### WHAT THE EXERCISE ASKS:
Return each line exactly as written. Begin with the first line of the entries and end with the line that has "position:absolute; right:15px; bottom:15px;".
=== DATASET RECORDS ===
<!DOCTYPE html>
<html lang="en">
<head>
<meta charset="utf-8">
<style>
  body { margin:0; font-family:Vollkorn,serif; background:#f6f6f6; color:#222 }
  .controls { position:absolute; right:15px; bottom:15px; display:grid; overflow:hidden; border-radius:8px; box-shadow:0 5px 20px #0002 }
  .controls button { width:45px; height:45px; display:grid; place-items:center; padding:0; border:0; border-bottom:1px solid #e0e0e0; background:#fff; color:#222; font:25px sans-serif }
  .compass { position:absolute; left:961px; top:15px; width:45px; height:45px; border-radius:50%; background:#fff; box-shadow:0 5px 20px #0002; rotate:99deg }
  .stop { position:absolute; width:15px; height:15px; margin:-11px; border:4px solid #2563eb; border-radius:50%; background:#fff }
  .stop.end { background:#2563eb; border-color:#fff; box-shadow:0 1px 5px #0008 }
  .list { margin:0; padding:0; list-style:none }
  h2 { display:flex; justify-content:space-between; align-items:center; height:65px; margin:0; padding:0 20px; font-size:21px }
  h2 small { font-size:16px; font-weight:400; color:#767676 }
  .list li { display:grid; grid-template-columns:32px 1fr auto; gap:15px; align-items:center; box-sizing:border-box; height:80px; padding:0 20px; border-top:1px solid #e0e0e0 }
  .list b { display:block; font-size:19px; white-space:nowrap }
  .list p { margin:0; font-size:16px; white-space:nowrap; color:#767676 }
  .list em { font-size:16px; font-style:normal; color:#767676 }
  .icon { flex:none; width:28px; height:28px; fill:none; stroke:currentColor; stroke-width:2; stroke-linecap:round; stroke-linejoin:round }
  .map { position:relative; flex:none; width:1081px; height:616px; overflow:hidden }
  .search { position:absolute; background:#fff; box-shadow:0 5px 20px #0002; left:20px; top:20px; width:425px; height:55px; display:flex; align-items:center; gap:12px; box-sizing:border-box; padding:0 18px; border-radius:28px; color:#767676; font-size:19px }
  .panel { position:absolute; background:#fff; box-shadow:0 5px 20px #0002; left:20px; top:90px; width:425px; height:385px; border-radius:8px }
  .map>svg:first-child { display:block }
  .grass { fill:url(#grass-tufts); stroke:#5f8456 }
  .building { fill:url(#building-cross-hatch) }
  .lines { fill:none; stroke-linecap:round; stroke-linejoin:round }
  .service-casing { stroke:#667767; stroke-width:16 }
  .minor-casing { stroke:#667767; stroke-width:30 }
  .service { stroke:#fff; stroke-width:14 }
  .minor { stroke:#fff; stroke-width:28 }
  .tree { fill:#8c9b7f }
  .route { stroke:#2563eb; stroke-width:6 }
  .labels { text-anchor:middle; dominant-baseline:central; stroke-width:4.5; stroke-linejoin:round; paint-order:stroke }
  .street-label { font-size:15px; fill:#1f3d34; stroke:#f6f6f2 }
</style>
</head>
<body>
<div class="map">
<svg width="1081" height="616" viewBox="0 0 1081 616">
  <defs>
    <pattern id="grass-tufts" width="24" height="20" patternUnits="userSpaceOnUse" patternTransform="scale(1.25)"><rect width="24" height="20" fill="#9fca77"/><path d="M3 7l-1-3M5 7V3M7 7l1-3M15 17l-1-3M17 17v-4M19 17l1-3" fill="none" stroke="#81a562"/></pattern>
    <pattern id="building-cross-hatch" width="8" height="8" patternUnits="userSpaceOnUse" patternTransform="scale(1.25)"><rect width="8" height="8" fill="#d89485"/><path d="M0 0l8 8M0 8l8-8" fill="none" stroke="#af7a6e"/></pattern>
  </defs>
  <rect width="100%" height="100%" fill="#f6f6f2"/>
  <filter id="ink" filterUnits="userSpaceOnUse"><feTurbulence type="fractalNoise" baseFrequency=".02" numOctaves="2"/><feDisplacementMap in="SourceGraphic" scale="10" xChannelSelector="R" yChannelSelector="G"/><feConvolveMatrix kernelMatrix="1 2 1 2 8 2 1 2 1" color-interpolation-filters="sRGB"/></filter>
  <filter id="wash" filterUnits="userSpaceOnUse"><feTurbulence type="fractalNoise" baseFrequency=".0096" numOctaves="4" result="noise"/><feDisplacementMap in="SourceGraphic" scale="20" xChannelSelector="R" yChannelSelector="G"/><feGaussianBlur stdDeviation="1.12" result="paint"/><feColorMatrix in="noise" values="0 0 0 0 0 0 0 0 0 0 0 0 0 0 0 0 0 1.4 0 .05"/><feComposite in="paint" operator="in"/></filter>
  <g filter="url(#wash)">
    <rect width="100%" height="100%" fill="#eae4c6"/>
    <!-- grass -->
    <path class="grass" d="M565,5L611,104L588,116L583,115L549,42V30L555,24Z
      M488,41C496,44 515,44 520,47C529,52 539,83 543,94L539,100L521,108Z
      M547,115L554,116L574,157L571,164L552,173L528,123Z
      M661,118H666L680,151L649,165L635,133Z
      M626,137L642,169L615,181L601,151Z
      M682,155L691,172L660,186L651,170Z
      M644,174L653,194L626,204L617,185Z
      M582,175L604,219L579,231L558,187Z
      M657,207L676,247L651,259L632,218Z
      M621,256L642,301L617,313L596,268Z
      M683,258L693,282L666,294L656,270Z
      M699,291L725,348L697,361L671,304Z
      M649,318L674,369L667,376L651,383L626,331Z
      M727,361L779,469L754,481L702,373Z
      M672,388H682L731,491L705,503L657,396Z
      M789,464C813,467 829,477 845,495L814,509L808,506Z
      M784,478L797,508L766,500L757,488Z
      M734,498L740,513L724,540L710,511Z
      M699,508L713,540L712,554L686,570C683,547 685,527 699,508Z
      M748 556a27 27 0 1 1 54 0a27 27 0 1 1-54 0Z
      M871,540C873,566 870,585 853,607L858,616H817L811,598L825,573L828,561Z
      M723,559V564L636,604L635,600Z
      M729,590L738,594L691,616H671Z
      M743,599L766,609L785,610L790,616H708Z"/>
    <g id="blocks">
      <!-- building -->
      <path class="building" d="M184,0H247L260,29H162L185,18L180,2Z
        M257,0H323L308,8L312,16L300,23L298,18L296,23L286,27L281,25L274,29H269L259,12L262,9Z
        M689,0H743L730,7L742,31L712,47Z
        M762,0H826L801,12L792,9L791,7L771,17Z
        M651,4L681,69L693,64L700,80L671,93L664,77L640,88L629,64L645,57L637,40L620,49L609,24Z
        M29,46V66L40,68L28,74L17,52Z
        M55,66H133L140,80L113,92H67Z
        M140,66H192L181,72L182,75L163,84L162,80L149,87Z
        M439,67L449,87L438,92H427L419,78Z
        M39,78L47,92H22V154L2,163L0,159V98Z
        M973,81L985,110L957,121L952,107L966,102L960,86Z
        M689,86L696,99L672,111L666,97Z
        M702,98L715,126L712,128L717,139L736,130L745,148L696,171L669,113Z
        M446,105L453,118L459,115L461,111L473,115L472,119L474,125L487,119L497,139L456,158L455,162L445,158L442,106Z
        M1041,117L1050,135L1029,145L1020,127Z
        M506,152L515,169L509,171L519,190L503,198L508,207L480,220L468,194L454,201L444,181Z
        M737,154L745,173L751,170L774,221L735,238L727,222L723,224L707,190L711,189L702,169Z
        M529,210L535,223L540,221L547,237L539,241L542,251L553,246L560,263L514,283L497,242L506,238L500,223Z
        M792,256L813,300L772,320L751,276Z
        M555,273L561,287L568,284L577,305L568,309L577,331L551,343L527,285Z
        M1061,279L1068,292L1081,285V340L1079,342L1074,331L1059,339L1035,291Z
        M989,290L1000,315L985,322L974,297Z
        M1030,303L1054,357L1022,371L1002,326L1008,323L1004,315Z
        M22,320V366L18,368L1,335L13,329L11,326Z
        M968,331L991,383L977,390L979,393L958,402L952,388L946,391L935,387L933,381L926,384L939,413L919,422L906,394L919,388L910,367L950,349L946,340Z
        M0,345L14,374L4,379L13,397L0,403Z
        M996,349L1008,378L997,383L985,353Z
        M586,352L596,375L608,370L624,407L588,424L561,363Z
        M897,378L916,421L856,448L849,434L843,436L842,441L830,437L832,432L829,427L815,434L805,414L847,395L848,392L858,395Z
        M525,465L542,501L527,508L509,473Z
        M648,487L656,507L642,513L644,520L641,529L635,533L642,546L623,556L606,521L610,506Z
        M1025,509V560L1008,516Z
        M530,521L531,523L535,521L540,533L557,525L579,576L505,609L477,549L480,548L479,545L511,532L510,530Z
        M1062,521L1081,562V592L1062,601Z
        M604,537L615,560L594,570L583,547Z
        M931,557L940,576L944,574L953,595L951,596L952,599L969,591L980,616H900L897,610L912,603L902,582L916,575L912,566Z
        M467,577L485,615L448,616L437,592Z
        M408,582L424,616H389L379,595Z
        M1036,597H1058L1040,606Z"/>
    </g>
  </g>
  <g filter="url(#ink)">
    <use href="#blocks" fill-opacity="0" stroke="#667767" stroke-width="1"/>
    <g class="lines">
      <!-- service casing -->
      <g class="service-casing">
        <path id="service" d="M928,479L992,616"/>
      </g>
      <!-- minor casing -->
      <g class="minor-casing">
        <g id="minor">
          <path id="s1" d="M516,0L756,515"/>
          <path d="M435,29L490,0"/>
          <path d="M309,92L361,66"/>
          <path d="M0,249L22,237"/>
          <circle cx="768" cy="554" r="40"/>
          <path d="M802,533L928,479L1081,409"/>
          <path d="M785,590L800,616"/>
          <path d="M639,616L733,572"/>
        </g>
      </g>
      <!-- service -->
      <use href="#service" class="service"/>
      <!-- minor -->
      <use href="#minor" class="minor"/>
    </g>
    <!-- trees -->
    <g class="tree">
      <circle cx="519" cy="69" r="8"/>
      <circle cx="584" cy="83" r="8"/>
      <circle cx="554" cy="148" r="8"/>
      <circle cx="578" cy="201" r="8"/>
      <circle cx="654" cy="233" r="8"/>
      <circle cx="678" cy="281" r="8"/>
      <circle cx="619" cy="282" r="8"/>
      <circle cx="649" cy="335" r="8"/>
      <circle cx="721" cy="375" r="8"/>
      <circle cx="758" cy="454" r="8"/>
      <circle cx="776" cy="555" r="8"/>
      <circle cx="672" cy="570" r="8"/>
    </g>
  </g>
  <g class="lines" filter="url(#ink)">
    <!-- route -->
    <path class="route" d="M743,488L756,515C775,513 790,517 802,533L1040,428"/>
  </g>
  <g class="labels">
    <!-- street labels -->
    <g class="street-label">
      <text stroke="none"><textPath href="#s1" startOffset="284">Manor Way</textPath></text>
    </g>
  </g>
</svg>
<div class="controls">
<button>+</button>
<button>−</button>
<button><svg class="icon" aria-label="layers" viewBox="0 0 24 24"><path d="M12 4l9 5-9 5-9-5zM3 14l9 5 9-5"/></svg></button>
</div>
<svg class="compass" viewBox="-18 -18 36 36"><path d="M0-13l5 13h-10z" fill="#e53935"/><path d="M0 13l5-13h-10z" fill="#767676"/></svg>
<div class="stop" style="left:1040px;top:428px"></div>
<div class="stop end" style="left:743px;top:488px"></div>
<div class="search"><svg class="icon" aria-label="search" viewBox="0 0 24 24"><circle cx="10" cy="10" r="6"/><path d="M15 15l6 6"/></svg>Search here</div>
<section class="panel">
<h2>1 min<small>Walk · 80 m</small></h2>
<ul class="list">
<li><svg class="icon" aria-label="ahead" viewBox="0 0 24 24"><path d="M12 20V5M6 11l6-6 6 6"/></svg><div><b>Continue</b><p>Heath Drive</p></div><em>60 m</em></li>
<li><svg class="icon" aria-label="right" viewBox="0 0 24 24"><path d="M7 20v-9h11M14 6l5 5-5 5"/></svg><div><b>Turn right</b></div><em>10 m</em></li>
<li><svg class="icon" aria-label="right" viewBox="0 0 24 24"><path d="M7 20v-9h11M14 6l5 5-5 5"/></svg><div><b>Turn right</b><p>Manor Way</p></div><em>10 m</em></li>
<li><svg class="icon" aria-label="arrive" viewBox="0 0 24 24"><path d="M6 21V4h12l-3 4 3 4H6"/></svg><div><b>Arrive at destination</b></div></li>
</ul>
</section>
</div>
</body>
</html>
===
### SOLUTION TO THE EXERCISE:
<!DOCTYPE html>
<html lang="en">
<head>
<meta charset="utf-8">
<style>
  body { margin:0; font-family:Vollkorn,serif; background:#f6f6f6; color:#222 }
  .controls { position:absolute; right:15px; bottom:15px; display:grid; overflow:hidden; border-radius:8px; box-shadow:0 5px 20px #0002 }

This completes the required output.